When Fern Douglas sees the news about Astrid Sullivan, a thirty-four-year-old missing woman from Maine, she is positive that she knows her. Fern’s husband is sure it’s because of Astrid’s famous kidnapping—and equally famous return—twenty years ago, but Fern has no memory of that, even though it happened an hour outside her New Hampshire hometown. And when Astrid appears in Fern’s recurring nightmare, one in which a girl reaches out to her, pleading, Fern fears that it’s not a dream at all, but a memory.

Back home in New Hampshire, Fern purchases a copy of Astrid’s recently published memoir—which may have provoked her original kidnapper to abduct her again—and as she reads through its chapters and visits the people and places within it, she discovers more evidence that she has an unsettling connection to the missing woman. As Fern’s search becomes increasingly desperate, she hopes to remember her past so she can save Astrid in the present…before it’s too late.

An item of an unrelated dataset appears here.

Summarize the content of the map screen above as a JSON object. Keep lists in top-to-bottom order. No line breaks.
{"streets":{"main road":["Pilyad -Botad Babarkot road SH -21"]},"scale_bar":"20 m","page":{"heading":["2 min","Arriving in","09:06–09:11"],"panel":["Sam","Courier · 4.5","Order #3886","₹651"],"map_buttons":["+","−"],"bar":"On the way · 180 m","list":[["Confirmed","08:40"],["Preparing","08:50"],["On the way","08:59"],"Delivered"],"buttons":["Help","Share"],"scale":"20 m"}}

Featuring Megan Collins’s signature “dark, tense, and completely absorbing” (Booklist) prose and plenty of shocking twists and turns, Behind the Red Door is an arresting thriller that will haunt you long after you turn the last page. 

4 Stars

Well-written, unique, and perfectly paced, Behind the Red Door is a tense suspense novel that had me staying up all night to get to the end. Fern, our unreliable narrator, has a childhood no one would ever envy and it has left her with some serious trauma. She helps children with difficulties in her line of work, but she fails to face her own anxiety and past. She covers it up and continues to starve for the attention from her father, a professor and fear researcher. When a trip home to help her father pack coincides with a major news event Fern realizes it may be her own memories that are suppressed and she may hold the key to helping locate a missing woman.

Behind the Red Door is the sort of book you just have to read, it's too easy to spoil. Megan Collins gives readers multiple unreliable characters, several plots, and a multi-faceted mystery that, despite guessing early on, had me turning pages as quick as I could. It's a smart thriller, it's clear Collins did her research to make it believable, and I really enjoyed the complexity of the psychological side of it. Twisted and atmosphere, this is the book for readers looking for a unique suspense read.